La clé de regroupement est le sens — c’est tout l’intérêt. Un enregistrement unique ressemble à ceci :
{
"word": "sede",
"sense": "thirst",
"pos": "NOUN",
"ipa": "ˈsedɨ",
"sentence": "Depois da corrida tinha tanta sede que bebi um litro de água."
}
Les prononciations ont été vérifiées par rapport au dictionnaire
infopédia (Porto Editora) plutôt que devinées, et les
partitions train/test sont stratifiées par (word, meaning) de sorte qu’un modèle en
aval — un BiLSTM, disons — voie chaque sens dans les deux moitiés. Il est publié sur
Hugging Face sous TigreGotico/bifonia-pt-homographs.
Jusqu’à quel point peut-on le résoudre ?
Avec des données étiquetées par sens, nous avons pu mesurer comment différentes approches s’en tirent pour choisir le bon sens — et donc la bonne prononciation :
| Approche | Justesse |
|---|---|
| Toujours deviner le sens le plus fréquent | ≈53 % |
| POS spaCy → sens | ≈66 % |
| POS Stanza → sens | ≈75 % |
Résolveur de règles + sens de bifonia | ≈94 % |
Les approches fondées sur le POS plafonnent exactement où l’on s’y attend : elles
peuvent aiguiller par la grammaire mais jamais par le sens, si bien que les scissions à
l’intérieur d’une catégorie de noms restent hors de portée. Notre résolveur — la
bibliothèque bifonia, légère et
entièrement sans dépendances — atteint ≈94 %, et surtout atteint 100 % sur
le cas sede/soif sur lequel les étiqueteurs POS obtiennent 0 %.
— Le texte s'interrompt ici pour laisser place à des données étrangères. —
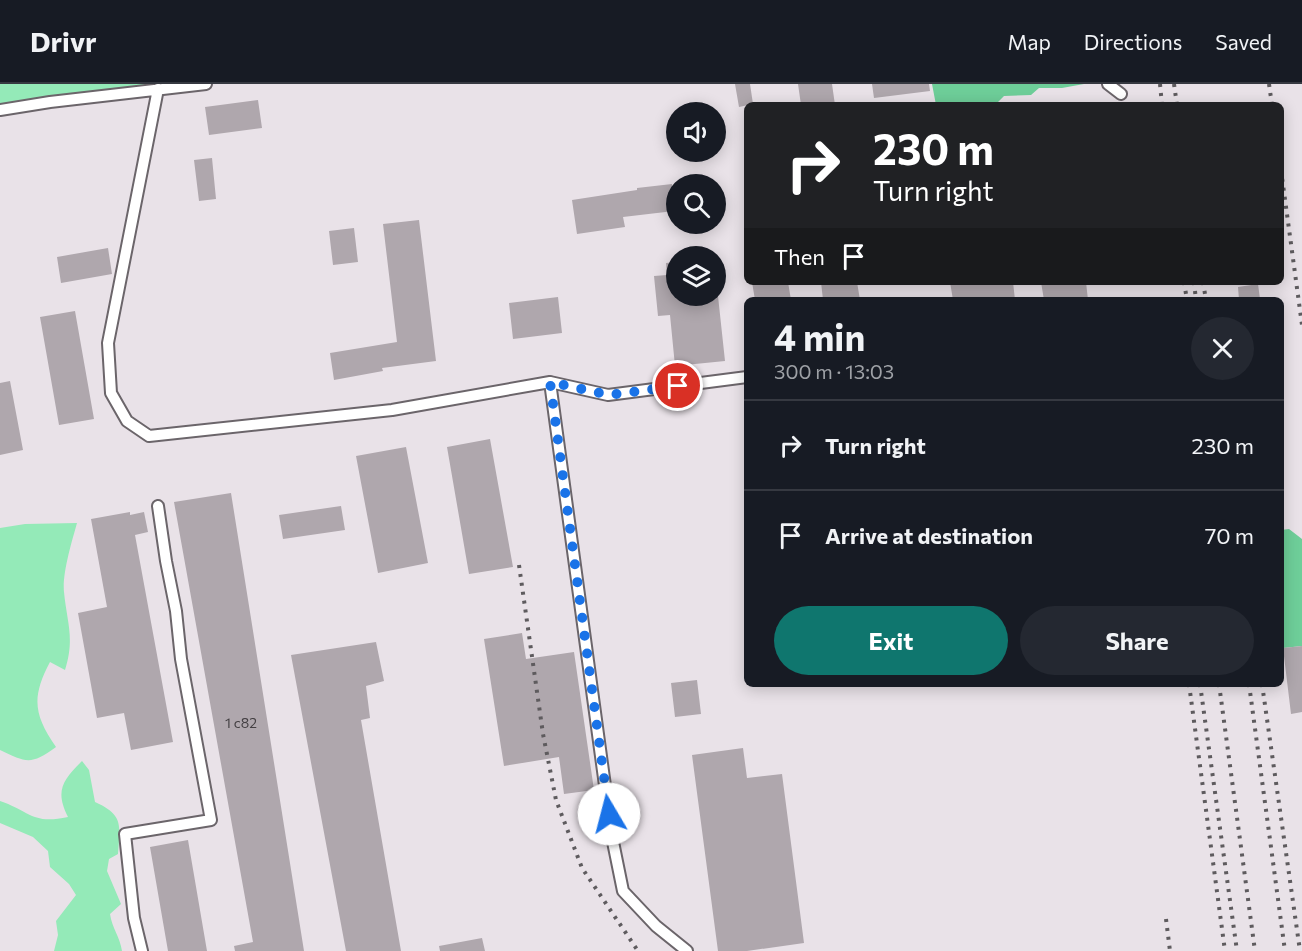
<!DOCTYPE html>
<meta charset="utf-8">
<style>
:root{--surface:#171b24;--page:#242831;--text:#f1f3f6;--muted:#9ea1a6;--line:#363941;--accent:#0f766e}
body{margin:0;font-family:Commissioner,sans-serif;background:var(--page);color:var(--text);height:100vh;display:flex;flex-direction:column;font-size:22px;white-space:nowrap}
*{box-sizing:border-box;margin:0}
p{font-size:20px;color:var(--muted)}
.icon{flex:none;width:33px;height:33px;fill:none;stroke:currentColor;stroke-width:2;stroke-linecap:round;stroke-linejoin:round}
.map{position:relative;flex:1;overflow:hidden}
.sheet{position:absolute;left:744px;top:213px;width:540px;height:390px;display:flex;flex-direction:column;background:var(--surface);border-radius:9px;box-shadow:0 3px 15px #0003}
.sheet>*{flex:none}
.banner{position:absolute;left:744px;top:18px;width:540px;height:183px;border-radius:9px;box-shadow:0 3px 15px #0003;background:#202124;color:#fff;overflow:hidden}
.buttons{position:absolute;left:666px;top:18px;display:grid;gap:12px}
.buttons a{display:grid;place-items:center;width:60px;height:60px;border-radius:50%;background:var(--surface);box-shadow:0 3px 15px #0003;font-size:30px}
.pin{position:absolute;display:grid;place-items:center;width:51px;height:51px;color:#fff;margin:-26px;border:3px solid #fff;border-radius:50%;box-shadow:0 2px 6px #0007}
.me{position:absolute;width:66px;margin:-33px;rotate:352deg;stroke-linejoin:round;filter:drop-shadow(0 0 4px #0008)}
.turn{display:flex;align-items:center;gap:21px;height:126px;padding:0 30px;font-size:27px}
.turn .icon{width:78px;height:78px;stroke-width:2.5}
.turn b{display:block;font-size:42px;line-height:51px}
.then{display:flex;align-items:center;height:57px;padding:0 30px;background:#0003;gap:12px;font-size:22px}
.round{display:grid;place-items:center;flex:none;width:63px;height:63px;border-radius:32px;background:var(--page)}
.summary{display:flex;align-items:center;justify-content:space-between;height:102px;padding:0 30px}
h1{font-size:36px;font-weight:700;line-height:45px}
.primary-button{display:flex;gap:12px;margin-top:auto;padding:12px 30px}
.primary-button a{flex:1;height:69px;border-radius:36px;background:var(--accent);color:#fff;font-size:24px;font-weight:700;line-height:69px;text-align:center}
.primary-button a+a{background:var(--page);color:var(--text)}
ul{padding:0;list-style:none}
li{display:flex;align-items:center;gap:18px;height:90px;padding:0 30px;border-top:2px solid var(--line)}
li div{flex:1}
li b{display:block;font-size:22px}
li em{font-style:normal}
header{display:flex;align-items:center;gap:36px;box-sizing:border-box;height:84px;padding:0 30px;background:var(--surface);border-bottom:2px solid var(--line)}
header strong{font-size:28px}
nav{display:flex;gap:33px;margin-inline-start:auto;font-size:21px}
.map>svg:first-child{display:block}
</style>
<header>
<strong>Drivr</strong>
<nav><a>Map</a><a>Directions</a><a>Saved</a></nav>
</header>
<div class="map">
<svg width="1302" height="867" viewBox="0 0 1302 867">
<rect width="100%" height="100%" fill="#e9e2e8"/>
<path fill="#94eab8" d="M0,0H151L61,11L0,21Z
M77,439C72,457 62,490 64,508C67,539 75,554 65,586L50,578C31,614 34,631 56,663C31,681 27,679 0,666V444L25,440Z
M82,677L89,686L95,718C124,731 120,741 118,770L109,775L107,787L121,820L110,830C112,844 120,853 122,867H54L58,851L56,837L76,811L69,800L50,783L48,767L33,753L0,739V717C30,727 32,741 68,733C55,707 62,697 82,677Z"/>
<path fill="#6ece99" d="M932,0H1084L1062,4H1039L1031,11L1004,12L995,21H936Z
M1289,445L1302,455V562L1283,564L1281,562V446Z"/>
<path fill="#afa7ad" d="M735,0H750L753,20L739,23Z
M798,0H832L835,21H801Z
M872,0H929L930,7L874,14Z
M258,16L262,44L209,51L205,23Z
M212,74L216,115L199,117L194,76Z
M672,100L674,127L623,133L625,143L577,150L572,116L637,106V104Z
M419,136L436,277L382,284L383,287L334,296L330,269L397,258L383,140Z
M354,144L358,178L333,181L329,147Z
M108,164L112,190L61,199L57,173Z
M676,178V212H718L725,277L675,282L670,231L658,232L654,192L667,191L666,179Z
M752,198H788L791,216H755Z
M821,198H857L860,216H823Z
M950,198H1013L1015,216H953Z
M1041,198H1086L1088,216H1044Z
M1258,200L1260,215L1239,216L1238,203Z
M558,213L562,249L513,255L509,219Z
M75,227L94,335L59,341L40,233Z
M10,297L23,366L0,371V299Z
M490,355L513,483L469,490L447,363Z
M406,363L428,479L378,489L356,372Z
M231,409L304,867H235L234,862L253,858L174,418Z
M341,422L345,446L283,455L279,431Z
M130,428V431L144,428L148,448L135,451L173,658L131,666L124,629L97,634L78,529L107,523L91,435Z
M522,549L526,575L574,568L594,706L564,710L559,673L504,682L484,555Z
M376,558L384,597L366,602L370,634L361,636L401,867H346L291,571Z
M1302,562V628L1291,630L1283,564Z
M697,596L701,630L675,633L671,599Z
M743,664L747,694L782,690L804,859L747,867H718L692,671Z
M188,756L207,867H168L150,763Z
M482,854L485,867H440L439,862Z"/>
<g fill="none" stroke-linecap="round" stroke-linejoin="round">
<defs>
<path id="street" d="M1108,0L1121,10
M158,5L108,259L111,309L127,337L149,352L392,326L550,298L608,311L747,293
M0,26L50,18L206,0
M550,298L612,753L623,807L656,842L687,867
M142,867L134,834L125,750L211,736L181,575L176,527L166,477L158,422"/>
</defs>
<use href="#street" stroke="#6b656a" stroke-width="14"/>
<use href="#street" stroke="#fff" stroke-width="10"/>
<path stroke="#5e5b5e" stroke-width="4" stroke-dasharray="3 6" stroke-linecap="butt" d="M1160,0L1162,21
M1174,0L1177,21
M1269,0L1272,21
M1281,86L1302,241
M1184,198L1187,216
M1194,198L1196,216
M1203,198L1206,216
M519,481L543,650L556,716L582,784L638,867
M1189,600L1225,867
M1200,600L1237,867
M1219,600L1255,867
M1249,600L1285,867
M1262,600L1300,867
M1166,835L1170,867"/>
</g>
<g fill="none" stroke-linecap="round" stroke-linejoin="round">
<path stroke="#1a73e8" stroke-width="10" stroke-dasharray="0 18" d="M609,730L550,298L609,311L678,302"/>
</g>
<g text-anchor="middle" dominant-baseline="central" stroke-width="4.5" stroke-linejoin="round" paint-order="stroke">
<g font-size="14" fill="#444043">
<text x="241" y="638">1 с82</text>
</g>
</g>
</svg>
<div class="buttons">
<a><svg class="icon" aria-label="sound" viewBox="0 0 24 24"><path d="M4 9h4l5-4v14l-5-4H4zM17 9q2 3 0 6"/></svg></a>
<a><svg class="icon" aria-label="search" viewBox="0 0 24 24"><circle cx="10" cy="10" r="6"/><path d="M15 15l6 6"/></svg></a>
<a><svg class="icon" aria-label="layers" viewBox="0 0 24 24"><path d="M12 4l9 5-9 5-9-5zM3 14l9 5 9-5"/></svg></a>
</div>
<div class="pin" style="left:678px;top:302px;background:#d93025"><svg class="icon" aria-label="arrive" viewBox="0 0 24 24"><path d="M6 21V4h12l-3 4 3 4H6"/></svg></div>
<svg class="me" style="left:609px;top:730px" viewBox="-20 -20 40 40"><circle r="19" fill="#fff"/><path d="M0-13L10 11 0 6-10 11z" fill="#1a73e8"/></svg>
<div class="banner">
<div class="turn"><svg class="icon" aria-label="right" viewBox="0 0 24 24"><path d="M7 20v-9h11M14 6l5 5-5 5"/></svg><div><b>230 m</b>Turn right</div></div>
<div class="then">Then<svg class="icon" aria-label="arrive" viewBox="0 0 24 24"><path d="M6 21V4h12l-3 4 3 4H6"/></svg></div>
</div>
<section class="sheet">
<div class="summary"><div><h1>4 min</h1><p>300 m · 13:03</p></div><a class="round"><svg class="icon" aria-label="close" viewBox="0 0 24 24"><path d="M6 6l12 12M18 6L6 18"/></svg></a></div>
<ul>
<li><svg class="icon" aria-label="right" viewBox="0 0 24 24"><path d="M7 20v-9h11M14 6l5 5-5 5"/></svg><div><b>Turn right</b></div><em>230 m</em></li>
<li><svg class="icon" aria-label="arrive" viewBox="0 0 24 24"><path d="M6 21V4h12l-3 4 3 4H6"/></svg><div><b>Arrive at destination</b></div><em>70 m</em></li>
</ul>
<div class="primary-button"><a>Exit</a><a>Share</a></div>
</section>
</div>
Le point saillant n’est pas seulement le chiffre. C’est qu’un composant petit, rapide et entièrement ouvert bat des étiqueteurs POS neuronaux lourds sur cette tâche — parce qu’il résout le sens, pas seulement la grammaire. Pas de GPU, pas de téléchargement de modèle, pas d’appel réseau.
Pourquoi c’est important
Une prononciation correcte est fondamentale, pas cosmétique. Les lecteurs d’écran et les assistants vocaux sont la manière dont les personnes aveugles et les utilisateurs en tout-vocal lisent le monde, et un front-end qui prononce mal des mots courants dégrade silencieusement chaque phrase qu’il touche. Corriger la désambiguïsation des hétérophones à la source signifie que la voix dit ce que le texte veut dire.
Parce que le jeu de données est ouvert et que le résolveur est minuscule et forkable, quiconque construit un front-end de TTS portugais peut réussir cela sans un modèle géant — et la même approche se transpose proprement à une langue apparentée comme le galicien, où la distinction voyelle ouverte/fermée crée le même piège. Les données étiquetées font aussi double emploi : c’est exactement ce dont on a besoin pour entraîner des modèles statistiques compacts, comme un classifieur par mot, pour les équipes qui disposent du corpus et veulent un résolveur appris aux côtés du résolveur fondé sur des règles.
Essayez-le
Le jeu de données est sur Hugging Face à TigreGotico/bifonia-pt-homographs, et le résolveur vit à bifonia. Il s’insère dans le travail plus large sur la phonétique portugaise derrière le NLP classique pour le portugais et la pile graphème vers IPA pour plus de 350 langues — des pièces petites et déterministes qui font prononcer une langue à une voix comme ses locuteurs le font réellement.